The Graphics Core Next architecture is opening up the 4K gamer market.
By C. Robert Dow
There is a shift coming in the high-end gaming segment, with more and more enthusiast gaming, and gamers, converting to Ultra HD. The new high-end AIBs will be tasked with displaying playable frame rates in these higher resolutions while not sacrificing options like TresFX and anti-aliasing.
The R9 290 and 290X, based on AMD’s Graphics Core Next architecture, represent the ultimate in the new HD 7900 series of graphics AIBs from the company. They are built on the 28-nm process like the Performance class versions, the R9 280X and 270X. The R9 290s have 6.2 billion transistors—6.2 billion, can you believe that?—the 290 X has 2816 stream processors vs. the R9 290’s 2560; and the R9 290X has a core clock of 1 GHz while the R9 290 runs at 947 MHz, although both have 4 GB of DDR5.
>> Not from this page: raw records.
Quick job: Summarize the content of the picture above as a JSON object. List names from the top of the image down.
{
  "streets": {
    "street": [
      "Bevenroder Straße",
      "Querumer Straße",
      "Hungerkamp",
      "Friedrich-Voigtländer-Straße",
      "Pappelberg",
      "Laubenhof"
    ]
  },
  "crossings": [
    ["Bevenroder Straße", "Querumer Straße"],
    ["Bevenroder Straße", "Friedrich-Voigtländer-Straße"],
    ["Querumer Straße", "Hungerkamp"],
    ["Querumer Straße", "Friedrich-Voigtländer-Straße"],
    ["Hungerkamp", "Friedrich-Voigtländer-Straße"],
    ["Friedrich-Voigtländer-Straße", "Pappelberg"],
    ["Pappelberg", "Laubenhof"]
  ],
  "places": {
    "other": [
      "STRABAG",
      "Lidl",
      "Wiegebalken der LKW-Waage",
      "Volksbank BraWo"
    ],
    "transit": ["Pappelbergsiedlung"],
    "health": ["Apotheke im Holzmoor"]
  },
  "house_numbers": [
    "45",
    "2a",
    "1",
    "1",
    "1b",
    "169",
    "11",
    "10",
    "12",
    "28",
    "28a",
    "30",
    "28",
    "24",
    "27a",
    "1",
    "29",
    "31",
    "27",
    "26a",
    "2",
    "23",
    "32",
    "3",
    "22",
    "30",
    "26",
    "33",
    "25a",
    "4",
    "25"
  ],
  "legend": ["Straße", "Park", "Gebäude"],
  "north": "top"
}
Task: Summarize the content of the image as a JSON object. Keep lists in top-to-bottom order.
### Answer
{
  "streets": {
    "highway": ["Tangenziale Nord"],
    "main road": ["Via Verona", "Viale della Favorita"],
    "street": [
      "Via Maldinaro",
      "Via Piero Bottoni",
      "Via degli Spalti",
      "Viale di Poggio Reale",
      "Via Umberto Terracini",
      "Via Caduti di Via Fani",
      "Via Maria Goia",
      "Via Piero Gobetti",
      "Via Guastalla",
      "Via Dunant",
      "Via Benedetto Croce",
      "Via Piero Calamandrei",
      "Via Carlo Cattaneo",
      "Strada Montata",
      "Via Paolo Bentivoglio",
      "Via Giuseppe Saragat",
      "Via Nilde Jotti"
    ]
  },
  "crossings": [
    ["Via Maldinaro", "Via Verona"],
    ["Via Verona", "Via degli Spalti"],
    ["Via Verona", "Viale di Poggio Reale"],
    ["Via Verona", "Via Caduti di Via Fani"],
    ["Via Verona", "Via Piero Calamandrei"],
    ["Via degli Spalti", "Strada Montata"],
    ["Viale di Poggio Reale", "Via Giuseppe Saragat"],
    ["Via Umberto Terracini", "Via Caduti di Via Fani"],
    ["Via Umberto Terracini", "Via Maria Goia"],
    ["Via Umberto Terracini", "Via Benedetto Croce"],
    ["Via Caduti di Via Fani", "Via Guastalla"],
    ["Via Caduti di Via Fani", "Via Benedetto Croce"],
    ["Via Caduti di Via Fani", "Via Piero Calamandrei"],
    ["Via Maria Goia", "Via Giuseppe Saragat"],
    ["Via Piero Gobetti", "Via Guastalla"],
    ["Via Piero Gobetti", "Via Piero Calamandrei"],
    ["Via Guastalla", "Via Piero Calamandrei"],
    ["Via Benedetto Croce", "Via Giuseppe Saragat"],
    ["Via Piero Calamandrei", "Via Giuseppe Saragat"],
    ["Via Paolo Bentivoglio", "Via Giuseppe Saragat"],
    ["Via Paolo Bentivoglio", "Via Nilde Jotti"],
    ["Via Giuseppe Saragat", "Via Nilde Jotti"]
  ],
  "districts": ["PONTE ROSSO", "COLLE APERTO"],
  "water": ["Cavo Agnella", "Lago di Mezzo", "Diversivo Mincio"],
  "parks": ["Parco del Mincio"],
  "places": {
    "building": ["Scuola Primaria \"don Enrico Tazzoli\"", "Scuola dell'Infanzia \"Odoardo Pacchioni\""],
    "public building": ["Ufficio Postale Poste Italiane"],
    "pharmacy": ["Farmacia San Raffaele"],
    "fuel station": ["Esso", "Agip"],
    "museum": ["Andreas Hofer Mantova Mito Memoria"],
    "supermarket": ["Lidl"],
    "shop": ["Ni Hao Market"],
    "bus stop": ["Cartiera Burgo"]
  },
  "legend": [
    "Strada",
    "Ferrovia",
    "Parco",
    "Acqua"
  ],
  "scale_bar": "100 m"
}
Given the aspirations of AMD for these boards, we focused all of our testing on the Ultra HD resolutions. The 7900 AIBs run hot, up to and over 90 degrees Celsius, a good 10 degrees hotter than Nvidia’s Titan. AMD’s AIB partners will no doubt have to come up with some innovative cooling methods to keep the boards in check without using too much wattage to do the trick. The new Catalyst Control Center Over- Drive has been redesigned to allow gamers to take advantage of the new PowerTune functionality in the AMD R9 290 Series. It provides the user with a two-dimensional heat map along with fan control to help keep the temperature of the AIB in check.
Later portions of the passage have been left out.